What you are asked to do
Show all lines of the entries in which the word "text" is found.

Excerpted records
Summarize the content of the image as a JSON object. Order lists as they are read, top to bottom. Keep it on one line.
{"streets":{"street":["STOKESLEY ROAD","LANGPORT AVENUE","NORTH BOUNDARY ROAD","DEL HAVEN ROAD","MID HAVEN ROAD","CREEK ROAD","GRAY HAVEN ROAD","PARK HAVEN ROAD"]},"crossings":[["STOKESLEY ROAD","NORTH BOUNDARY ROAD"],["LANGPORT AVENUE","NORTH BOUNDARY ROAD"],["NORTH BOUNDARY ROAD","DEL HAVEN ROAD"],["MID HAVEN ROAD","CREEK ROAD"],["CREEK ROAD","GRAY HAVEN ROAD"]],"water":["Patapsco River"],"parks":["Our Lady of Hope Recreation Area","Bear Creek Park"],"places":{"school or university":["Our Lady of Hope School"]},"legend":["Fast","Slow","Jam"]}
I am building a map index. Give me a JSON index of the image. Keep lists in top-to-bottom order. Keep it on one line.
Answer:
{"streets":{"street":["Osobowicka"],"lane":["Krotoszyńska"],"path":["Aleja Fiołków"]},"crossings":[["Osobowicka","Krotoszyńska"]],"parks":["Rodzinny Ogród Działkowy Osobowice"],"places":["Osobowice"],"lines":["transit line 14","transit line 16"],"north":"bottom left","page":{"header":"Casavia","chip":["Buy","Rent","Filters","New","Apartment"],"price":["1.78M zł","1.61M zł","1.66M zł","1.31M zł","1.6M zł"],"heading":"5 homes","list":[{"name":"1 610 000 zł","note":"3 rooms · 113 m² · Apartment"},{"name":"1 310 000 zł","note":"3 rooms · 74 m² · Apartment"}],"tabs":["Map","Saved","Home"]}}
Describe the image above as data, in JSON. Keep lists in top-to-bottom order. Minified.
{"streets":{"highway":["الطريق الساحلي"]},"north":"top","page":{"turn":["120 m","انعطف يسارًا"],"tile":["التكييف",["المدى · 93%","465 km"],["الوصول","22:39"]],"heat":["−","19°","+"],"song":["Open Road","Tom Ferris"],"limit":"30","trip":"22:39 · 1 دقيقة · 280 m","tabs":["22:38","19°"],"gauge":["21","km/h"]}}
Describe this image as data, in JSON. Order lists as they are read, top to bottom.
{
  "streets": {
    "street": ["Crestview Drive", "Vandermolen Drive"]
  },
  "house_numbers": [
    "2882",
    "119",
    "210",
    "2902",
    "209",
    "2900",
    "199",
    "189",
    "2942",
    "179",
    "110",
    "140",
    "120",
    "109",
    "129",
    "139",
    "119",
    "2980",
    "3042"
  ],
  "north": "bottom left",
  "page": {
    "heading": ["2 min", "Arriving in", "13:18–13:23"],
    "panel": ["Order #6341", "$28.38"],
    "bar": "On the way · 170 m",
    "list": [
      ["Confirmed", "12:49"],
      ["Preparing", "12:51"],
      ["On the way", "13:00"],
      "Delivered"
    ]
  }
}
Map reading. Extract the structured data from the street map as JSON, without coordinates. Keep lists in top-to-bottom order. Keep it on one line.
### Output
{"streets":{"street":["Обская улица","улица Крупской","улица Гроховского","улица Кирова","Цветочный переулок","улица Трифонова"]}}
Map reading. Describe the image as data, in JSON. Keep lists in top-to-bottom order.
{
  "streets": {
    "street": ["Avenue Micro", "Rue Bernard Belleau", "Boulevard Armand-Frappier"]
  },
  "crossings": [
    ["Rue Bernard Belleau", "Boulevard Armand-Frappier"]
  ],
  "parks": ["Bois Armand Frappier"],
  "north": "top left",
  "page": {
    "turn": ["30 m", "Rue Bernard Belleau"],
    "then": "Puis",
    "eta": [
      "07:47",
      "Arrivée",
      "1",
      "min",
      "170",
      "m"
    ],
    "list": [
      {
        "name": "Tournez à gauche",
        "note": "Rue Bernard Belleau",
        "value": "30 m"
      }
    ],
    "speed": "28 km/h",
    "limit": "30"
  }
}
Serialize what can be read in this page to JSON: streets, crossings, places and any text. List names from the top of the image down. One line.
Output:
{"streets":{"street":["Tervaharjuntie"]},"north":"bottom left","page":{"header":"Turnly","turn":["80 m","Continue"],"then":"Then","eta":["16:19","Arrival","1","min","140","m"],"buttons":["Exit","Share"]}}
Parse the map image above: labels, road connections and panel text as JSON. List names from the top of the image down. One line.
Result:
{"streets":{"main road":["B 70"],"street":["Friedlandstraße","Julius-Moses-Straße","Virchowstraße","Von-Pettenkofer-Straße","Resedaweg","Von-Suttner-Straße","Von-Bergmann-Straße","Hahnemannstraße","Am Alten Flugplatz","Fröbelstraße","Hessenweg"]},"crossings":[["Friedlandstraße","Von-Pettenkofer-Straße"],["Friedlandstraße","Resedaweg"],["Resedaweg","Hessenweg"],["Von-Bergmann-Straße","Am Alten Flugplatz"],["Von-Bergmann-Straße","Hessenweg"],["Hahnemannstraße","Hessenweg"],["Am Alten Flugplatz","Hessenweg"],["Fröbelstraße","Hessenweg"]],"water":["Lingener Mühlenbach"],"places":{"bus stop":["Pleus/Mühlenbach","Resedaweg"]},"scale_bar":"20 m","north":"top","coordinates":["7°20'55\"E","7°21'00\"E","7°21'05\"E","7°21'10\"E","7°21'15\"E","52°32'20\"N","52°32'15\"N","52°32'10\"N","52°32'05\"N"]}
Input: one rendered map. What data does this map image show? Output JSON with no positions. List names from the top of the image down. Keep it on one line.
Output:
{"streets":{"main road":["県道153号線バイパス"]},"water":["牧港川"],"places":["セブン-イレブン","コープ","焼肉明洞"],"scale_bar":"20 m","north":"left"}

Exercise output
Serialize what can be read in this page to JSON: streets, crossings, places and any text. List names from the top of the image down. One line.
Parse the map image above: labels, road connections and panel text as JSON. List names from the top of the image down. One line.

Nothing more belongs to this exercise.